Royal Free patient info is handed to New Journal

Published: August 4, 2011
EXCLUSIVE by TOM FOOT

ROYAL Free officials were urgently dispatched to the New Journal last night (Wednesday) after a lost memory stick believed to contain confidential patient data was handed in to our offices.

An investigation has been launched into concerns of a major security breach at the Hampstead hospital following the arrival of the small device in a brown paper envelope yesterday.

The plug-in stick – which is used for swift transfer of digital files between computers – was reportedly found on the ground near St Stephen’s Church in Pond Street.

The New Journal was told that it contained highly confidential information, raising fears that details could have been used for sinister purposes if it had been obtained by criminals.

A caller, who said they had sent the mem­ory stick to the newspaper, said: “I couldn’t believe what it was when I opened it up. It was full of people’s medical records and ­procedures, operation dates, with names and telephone numbers. What if it had got into the wrong hands?”

The source said the USB (universal serial bus) was not password-protected which, if found to be true during the internal investigation, would be a clear breach of NHS policy and important data protection rules. The hospital demanded its immediate return with threats of potential legal action if data protection ­legislation was broken by viewing the files.

The Royal Free NHS Trust later praised the New Journal for raising the alarm and handing the memory stick back without looking at the files.
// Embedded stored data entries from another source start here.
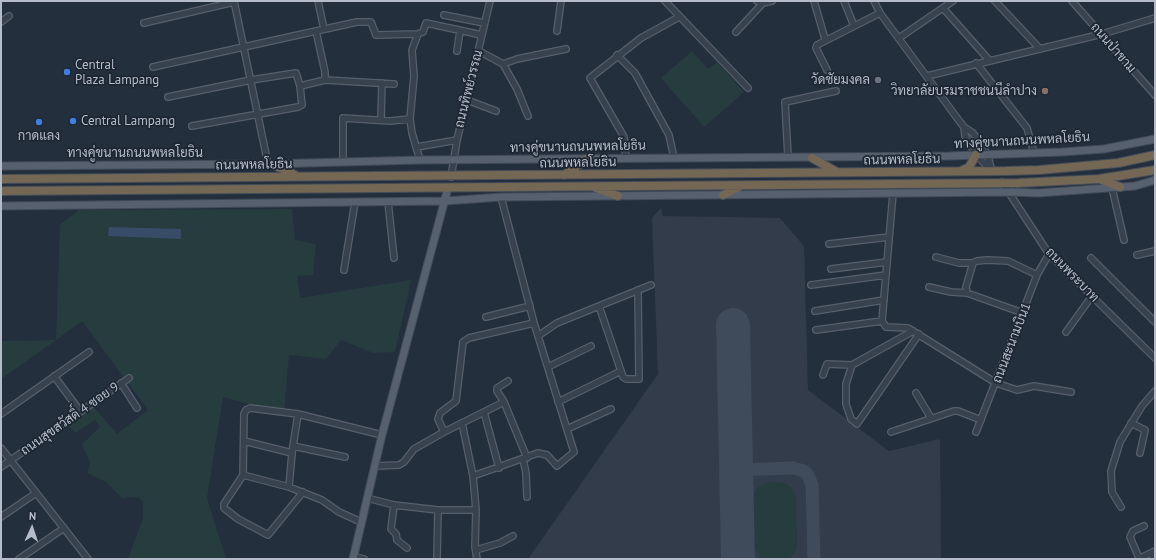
<!DOCTYPE html>
<html>
<head>
<meta charset="utf-8">
<style>
  body { margin:0 }
  #map { position:relative; width:1156px; height:560px; overflow:hidden; background:#242f3e; font-family:"PT Sans",sans-serif }
  canvas { display:block }
  .frame { position:absolute; inset:0; border:2px solid #b4bcc9; pointer-events:none }
  .north { position:absolute; left:12px; top:508px; width:40px; height:40px; -webkit-text-stroke:3px #1d2633; paint-order:stroke; rotate:3deg; font-size:11px; font-weight:700; line-height:16px; text-align:center; color:#b4bcc9 }
  .north::after { content:''; display:block; margin:auto; width:14px; height:18px; background:#b4bcc9; clip-path:polygon(50% 0,100% 100%,50% 72%,0 100%) }
</style>
</head>
<body>
<div id="map">
<canvas width="1156" height="560"></canvas>
<div class="frame"></div>
<div class="north">N</div>
</div>
<script>
const ctx = document.querySelector('canvas').getContext('2d');
ctx.lineJoin = 'round';
function paint(path, color) {
  ctx.fillStyle = color;
  ctx.fill(path, 'evenodd');
}
function toPath(rows) {
  const path = new Path2D();
  for (const r of rows) {
    path.moveTo(r[0], r[1]);
    for (let i = 2; i < r.length; i += 2) path.lineTo(r[i], r[i + 1]);
  }
  return path;
}
function stroke(path, color, width, dash) {
  ctx.strokeStyle = color;
  ctx.lineWidth = width;
  ctx.lineCap = dash ? 'butt' : 'round';
  ctx.setLineDash(dash || []);
  ctx.stroke(path);
}
function write(font, color, halo, rows, align = 'center') {
  ctx.font = font + ' "PT Sans",Sarabun,sans-serif';
  ctx.lineWidth = 3.5;
  ctx.setLineDash([]);
  ctx.textBaseline = 'middle';
  ctx.strokeStyle = halo;
  ctx.fillStyle = color;
  for (const [text, x, y, turn = 0] of rows) {
    ctx.save();
    ctx.translate(x, y);
    ctx.rotate((+turn || 0) * Math.PI / 180);
    ctx.textAlign = isNaN(turn) ? turn : align;
    if (halo) ctx.strokeText(text, 0, 0);
    ctx.fillText(text, 0, 0);
    ctx.restore();
  }
}
paint(toPath([
  [661,208,663,216,780,218,804,246,808,390,889,451,940,439,941,559,528,559,658,374,652,218]
]), '#323c4b');
paint(toPath([
  [692,51,708,69,717,62,744,92,704,127,661,78],
  [292,209,295,240,316,244,313,275,297,276,300,298,411,280,395,352,373,353,341,340,326,359,289,355,284,414,223,397,207,498,226,559,128,559,143,518,143,502,138,497,122,498,106,482,87,473,90,462,82,444,100,427,95,420,75,433,66,423,92,405,117,434,148,410,82,321,56,340,1,379,1,341,56,340,60,225,79,210],
  [769,482,784,483,790,486,796,496,797,545,795,553,788,559,762,559,754,548,753,497,757,488]
]), '#263c3f');
paint(toPath([
  [109,227,181,229,181,239,108,236]
]), '#394c67');
stroke(toPath([
  [735,470,793,468,804,471,808,475,812,485,814,559]
]), '#3f4a5a', 13);
stroke(toPath([
  [733,325,738,559]
]), '#3f4a5a', 34);
const minor = toPath([
  [234,1,268,164],
  [318,1,324,29],
  [665,1,748,88],
  [757,1,763,3,772,1],
  [814,1,825,39],
  [844,1,854,26],
  [874,1,880,13,960,122,964,127,973,133,987,154,992,171],
  [995,1,1040,49],
  [1072,1,1155,95],
  [943,8,989,60],
  [444,15,484,23],
  [1,22,9,16],
  [144,23,234,2],
  [316,31,325,72,325,80],
  [557,31,561,1],
  [736,32,763,3,762,1],
  [418,34,423,32,426,23,482,35],
  [899,38,953,1],
  [457,51,460,31],
  [479,51,503,64,517,89,528,116],
  [617,55,635,73,669,135,674,158],
  [976,63,1027,128,1034,153],
  [503,64,517,59,566,49],
  [153,67,357,22,371,22,376,35,418,34,412,50,414,76,410,119,412,133,420,160],
  [827,70,816,48,817,45,880,13],
  [927,76,1102,34,1155,18],
  [300,86,325,80,394,84],
  [168,97,251,80,296,73,300,86,302,105,298,107,192,126],
  [467,100,496,111],
  [381,119,382,83],
  [964,127,965,136,976,155,991,170],
  [417,147,457,140],
  [788,157,785,102,836,91],
  [626,158,624,137,590,78,641,38,679,17],
  [343,162,343,118,390,121,410,119],
  [451,177,457,140,490,1],
  [1002,182,1049,254,1155,358],
  [1112,188,1124,240],
  [893,193,882,321,886,327,908,328,996,383,1017,390,1034,386,1071,392],
  [388,202,394,258],
  [829,244,889,237],
  [1137,255,1155,251],
  [936,257,959,263,973,263,977,261,987,260,1008,261,1037,275],
  [1091,258,1155,322],
  [973,263,966,287,967,293,1023,313],
  [831,269,887,262],
  [344,270,355,202],
  [811,285,886,275],
  [929,287,951,292,967,293],
  [599,306,623,377,626,379,639,379,638,290],
  [815,311,884,300],
  [486,317,530,306],
  [816,330,882,321],
  [1066,332,1092,296],
  [538,336,557,323,651,285],
  [852,365,846,384,846,404,851,419,857,424,919,334],
  [548,367,591,346],
  [823,375,827,364,852,365,913,331],
  [54,376,80,411],
  [508,381,497,388,497,391,504,402,527,458],
  [121,383,137,408],
  [916,393,931,418],
  [558,402,621,371],
  [484,412,499,468],
  [1,414,89,352],
  [462,423,473,476,476,510,475,547,477,559],
  [1131,423,1145,430,1140,453],
  [567,429,611,409],
  [444,432,438,419,440,413,456,401,463,342,469,338,534,323],
  [891,432,954,411,958,411,981,420],
  [976,432,1037,275,1049,254],
  [244,441,292,453],
  [293,446,345,457],
  [1,448,88,559],
  [523,459,526,473,527,497],
  [375,466,399,465,404,462,414,449,444,432,504,402],
  [1,467,129,378],
  [243,475,289,487,322,500,339,512,361,522],
  [473,476,538,453,547,455,557,466,574,452,534,323,501,197],
  [289,487,292,453,298,414],
  [303,492,268,535,238,519,224,508,224,504,243,475,244,414,246,410,250,408,298,414,382,435],
  [367,498,394,505,438,510,476,510],
  [394,505,391,529,396,534,397,540,407,548],
  [1121,507,1112,492,1111,471,1120,442,1142,406,1155,391],
  [1,517,36,493],
  [476,550,500,543,513,536],
  [1151,553,1154,559],
  [353,556,364,559],
  [1139,558,1130,537,1133,531,1144,526],
  [19,559,64,528],
  [437,559,438,510],
  [1138,559,1155,551]
]);
const major = toPath([
  [1,166,268,164,420,160,950,156,1062,152,1104,149,1155,139],
  [1,206,445,201,501,197,1009,192,1038,193,1135,186,1155,180],
  [353,559,382,435,448,188]
]);
const highway = toPath([
  [812,158,837,172],
  [272,164,295,175],
  [961,171,969,167,976,155],
  [564,175,587,159],
  [1,179,1006,171,1039,170,1118,163,1155,155],
  [1102,180,1120,187],
  [596,188,618,196],
  [1,191,1018,183,1099,179,1155,170],
  [723,195,741,186]
]);
stroke(minor, '#565f6c', 8);
stroke(major, '#414a57', 9);
stroke(highway, '#434c59', 10);
stroke(minor, '#38414e', 5.5);
stroke(major, '#56606e', 7);
stroke(highway, '#746855', 8);
for (const [x, y, r, color] of [
  [67,72,4,"#3f7fe0"],
  [878,80,4,"#6b7280"],
  [1045,91,4,"#8d6e63"],
  [73,121,4,"#3f7fe0"],
  [39,122,4,"#3f7fe0"]
]) {
  const dot = new Path2D();
  dot.arc(x, y, r, 0, 2 * Math.PI);
  ctx.fillStyle = color;
  ctx.fill(dot);
  stroke(dot, '#1d2633', 1.5);
}
write('13px', '#b4bcc9', '#1d2633', [
  ["ถนนป่าขาม",1113,48,49],
  ["ถนนทิพย์วรรณ",469,89,-76],
  ["ทางคู่ขนานถนนพหลโยธิน",1022,141,-3],
  ["ทางคู่ขนานถนนพหลโยธิน",578,147,-1],
  ["ทางคู่ขนานถนนพหลโยธิน",135,153],
  ["ถนนพหลโยธิน",902,160,-1],
  ["ถนนพหลโยธิน",578,163,-1],
  ["ถนนพหลโยธิน",254,165,-1],
  ["ถนนพระบาท",1072,275,46],
  ["ถนนสะนามบิน1",1012,343,-69],
  ["ถนนสุขสวัสดิ์ 4 ซอย 9",70,419,-35]
]);
write('13px', '#b4bcc9', '#1d2633', [
  ["Central",75,65],
  ["Plaza Lampang",75,80],
  ["วัดชัยมงคล",870,80,"right"],
  ["วิทยาลัยบรมราชชนนีลำปาง",1037,91,"right"],
  ["Central Lampang",81,121],
  ["กาดแลง",39,136,"center"]
], 'left');
</script>
</body>
</html>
It was returned by black cab and was safely in the hospital’s vault last night.

A spokeswoman said they were taking the ­matter “very seriously” and that the Trust’s ­information governance officer would launch an internal investigation in the morning.

It was important to trace the files back to the correct department and to establish whether it belonged to a GP and why it was taken outside the hospital, the spokeswoman added.

In 2008, the Royal Free began replacing all of its paper patient records with a digital system.

In a statement on its website, the Royal Free said: “We take great care to look after your records properly and anyone who has access to them is obliged to respect their confidentiality. Information held on computers must be registered under the Data Protection Act.”